Initially, Mr Lenihan defended launching a book which claims to expose "the fiction of evolution" -- a decision which caused consternation in both the scientific and academic community.
The junior minister was scheduled to attend the launch of 'The Origin of Specious Nonsense' by John J May in Buswell's Hotel, Dublin, tomorrow evening.
However, last night the author said he was reversing his decision after news of the invitation prompted a wave of criticism from the public and the scientific community.
Mr May says evolution cripples sanity, promotes myths and obscures reality.
"I admire the man. I am now asking him not to launch my book even though it is in my invitations, it has gone around to everyone," he told the Irish Independent last night.
Earlier in the evening, Mr Lenihan, speaking from the Fianna Fail parliamentary party think-in in Galway, said he was launching the book because the author was a friend and constituent.
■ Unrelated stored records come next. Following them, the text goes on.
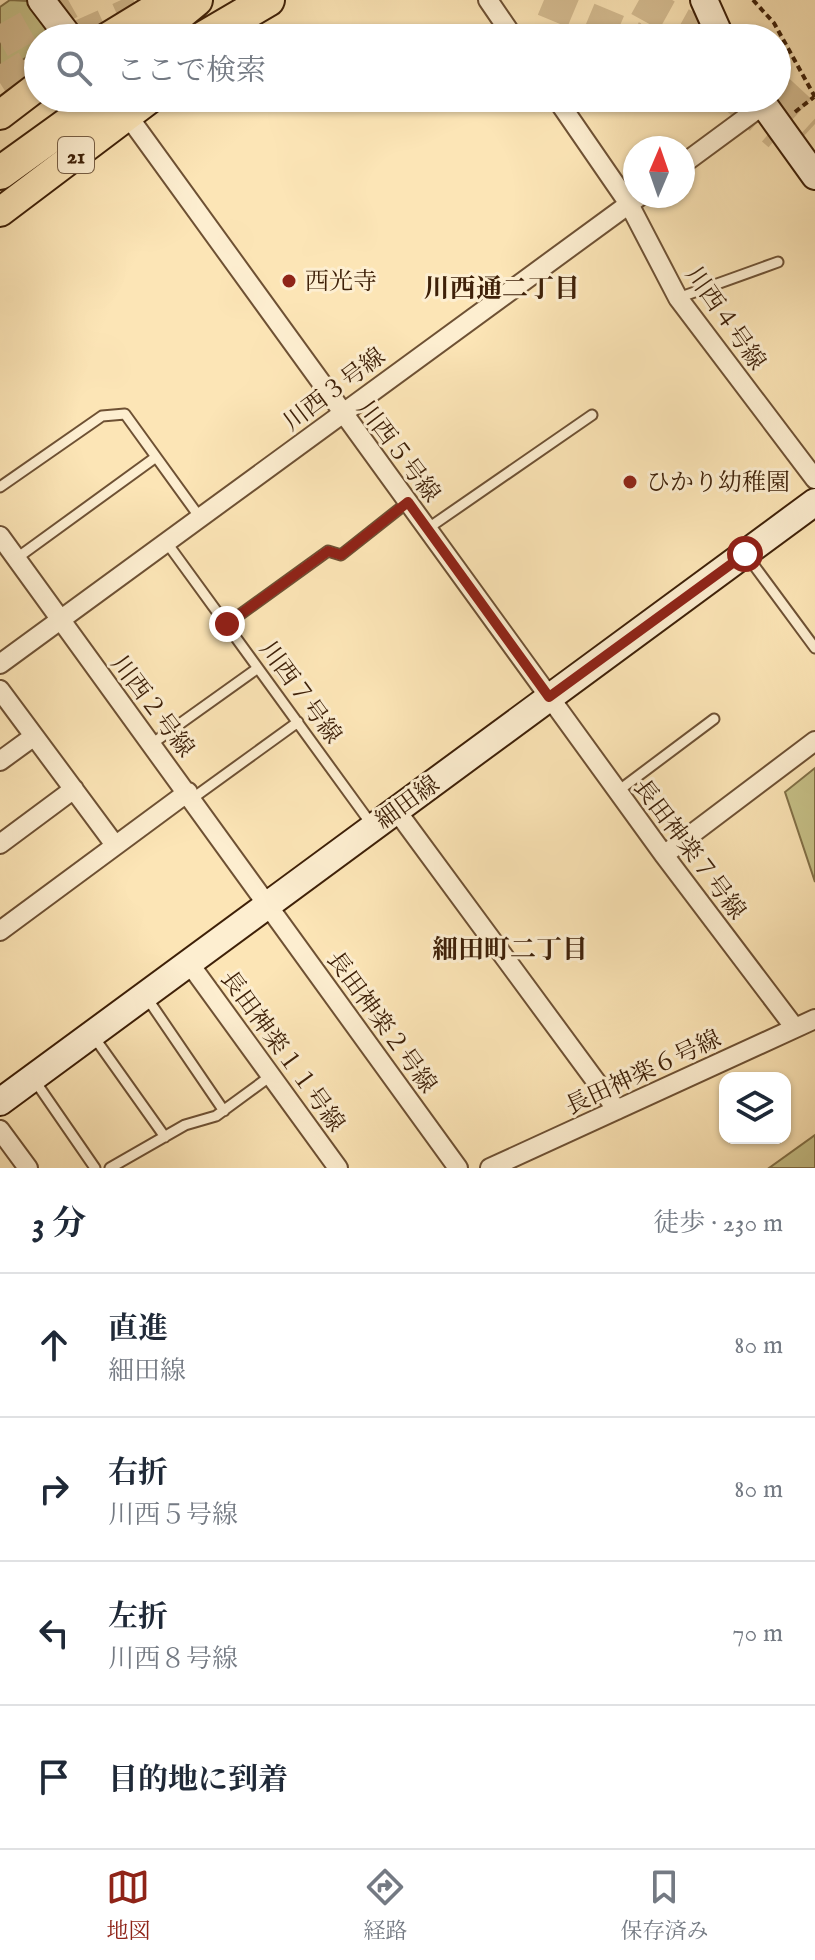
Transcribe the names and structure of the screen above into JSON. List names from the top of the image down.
{
  "streets": {
    "main road": ["21"],
    "street": [
      "川西４号線",
      "川西３号線",
      "川西５号線",
      "川西２号線",
      "細田線",
      "長田神楽７号線",
      "長田神楽２号線",
      "長田神楽１１号線",
      "長田神楽６号線"
    ],
    "lane": ["川西７号線"]
  },
  "crossings": [
    ["川西３号線", "川西５号線"],
    ["川西３号線", "川西７号線"],
    ["川西３号線", "川西２号線"],
    ["川西５号線", "細田線"],
    ["川西５号線", "長田神楽７号線"],
    ["川西７号線", "細田線"],
    ["川西２号線", "細田線"],
    ["川西２号線", "長田神楽２号線"],
    ["細田線", "長田神楽７号線"],
    ["細田線", "長田神楽２号線"],
    ["細田線", "長田神楽１１号線"],
    ["長田神楽７号線", "長田神楽６号線"]
  ],
  "districts": ["川西通二丁目", "細田町二丁目"],
  "places": ["西光寺", "ひかり幼稚園"],
  "north": "top",
  "page": {
    "search": "ここで検索",
    "heading": ["3 分", "徒歩 · 230 m"],
    "list": [
      ["直進", "細田線", "80 m"],
      ["右折", "川西５号線", "80 m"],
      ["左折", "川西８号線", "70 m"],
      "目的地に到着"
    ],
    "nav": ["地図", "経路", "保存済み"]
  }
}
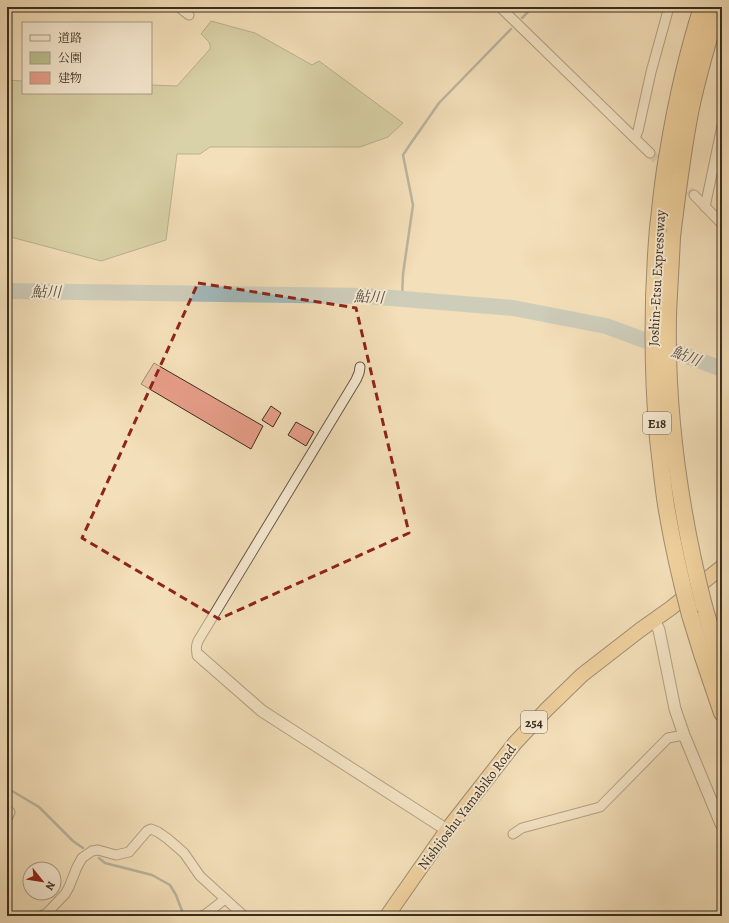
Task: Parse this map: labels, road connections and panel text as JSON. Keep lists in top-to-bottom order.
{
  "streets": {
    "highway": [
      "Joshin-Etsu Expressway",
      "E18",
      "254",
      "Nishijoshu Yamabiko Road"
    ]
  },
  "water": ["鮎川"],
  "legend": ["道路", "公園", "建物"],
  "north": "bottom right"
}
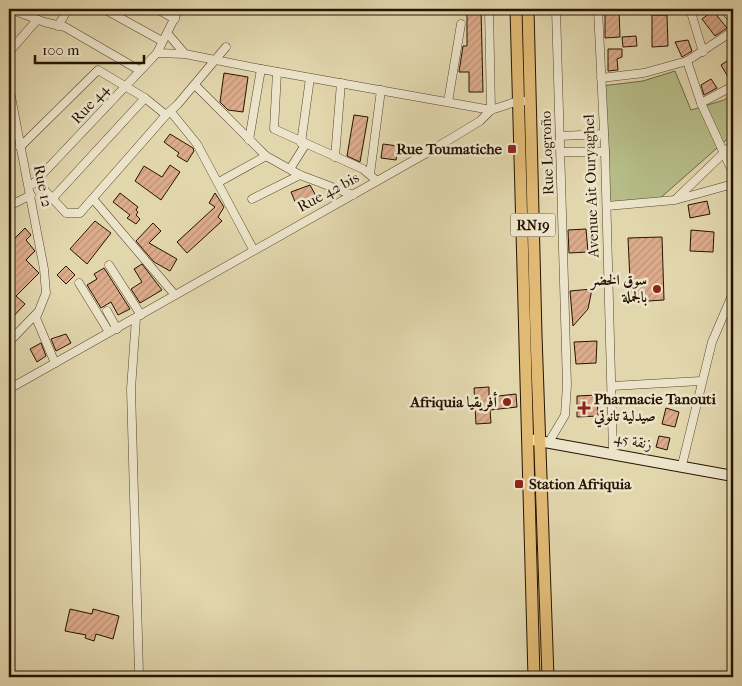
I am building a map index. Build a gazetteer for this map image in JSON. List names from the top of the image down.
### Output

He said he did not agree with the content of the book. He said he was not launching it in his capacity as minister.
"I do not agree with the conclusions of the book," Mr Lenihan said.
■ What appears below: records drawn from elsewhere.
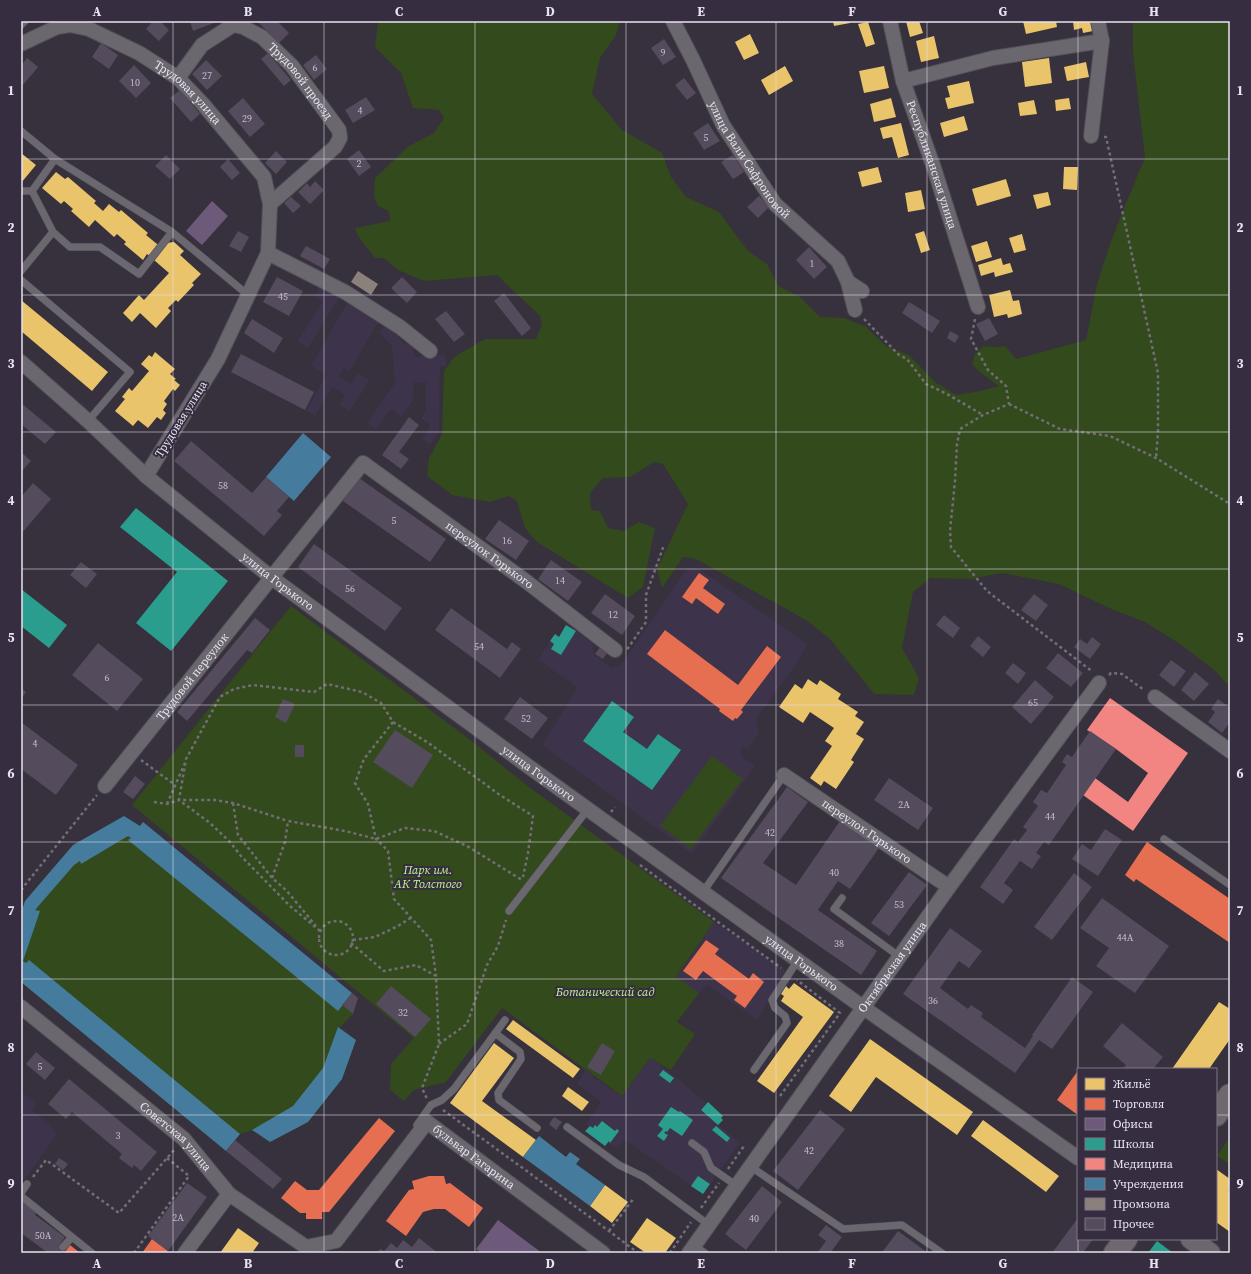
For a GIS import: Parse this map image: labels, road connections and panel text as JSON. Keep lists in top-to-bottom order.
{
  "streets": {
    "street": [
      "Трудовой проезд",
      "Трудовая улица",
      "улица Вали Сафроновой",
      "Республиканская улица",
      "переулок Горького",
      "улица Горького",
      "Трудовой переулок",
      "Октябрьская улица",
      "Советская улица",
      "бульвар Гагарина"
    ]
  },
  "crossings": [
    ["Трудовой проезд", "Трудовая улица"],
    ["Трудовая улица", "улица Горького"],
    ["переулок Горького", "Трудовой переулок"],
    ["переулок Горького", "Октябрьская улица"],
    ["улица Горького", "Трудовой переулок"],
    ["улица Горького", "Октябрьская улица"],
    ["Советская улица", "бульвар Гагарина"]
  ],
  "parks": ["Парк им. АК Толстого", "Ботанический сад"],
  "house_numbers": [
    "9",
    "6",
    "27",
    "10",
    "4",
    "29",
    "5",
    "2",
    "1",
    "45",
    "58",
    "5",
    "16",
    "14",
    "56",
    "12",
    "54",
    "6",
    "65",
    "52",
    "4",
    "2А",
    "44",
    "42",
    "40",
    "53",
    "44А",
    "38",
    "36",
    "32",
    "5",
    "3",
    "42",
    "2А",
    "40",
    "50А"
  ],
  "legend": [
    "Жильё",
    "Торговля",
    "Офисы",
    "Школы",
    "Медицина",
    "Учреждения",
    "Промзона",
    "Прочее"
  ],
  "grid": {
    "columns": [
      "A",
      "B",
      "C",
      "D",
      "E",
      "F",
      "G",
      "H"
    ],
    "rows": [
      "1",
      "2",
      "3",
      "4",
      "5",
      "6",
      "7",
      "8",
      "9"
    ]
  }
}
Last night, the UK-based Richard Dawkins Foundation for Reason and Science reported Mr Lenihan's decision to launch the book.
One contributor to the Dawkins's website added: "The thing is, if you are a Minister of Science and you wish to appear competent to hold the post you have been appointed to, then you don't help friends publicly launch anti-science tracts. Period."
Mr May reacted with fury to the criticism last night.
"Conor Lenihan has been a friend of mine for 20 years and I am extremely angry. I am ashamed at the abuse that is being heaped on a good man and an excellent minister," he added.
Even though Mr Lenihan defended himself last night, it will be seen as another gaffe from the minister who was previously criticised for telling Joe Higgins of the Socialist Party to stick to the kebabs.
The remark was taken to refer to the Turkish workers in the Gama construction company on whose behalf Mr Higgins had been campaigning.
More recently, he joked that his brother Brian, the Finance Minister, has a lovely axe which he sometimes wields indiscriminately.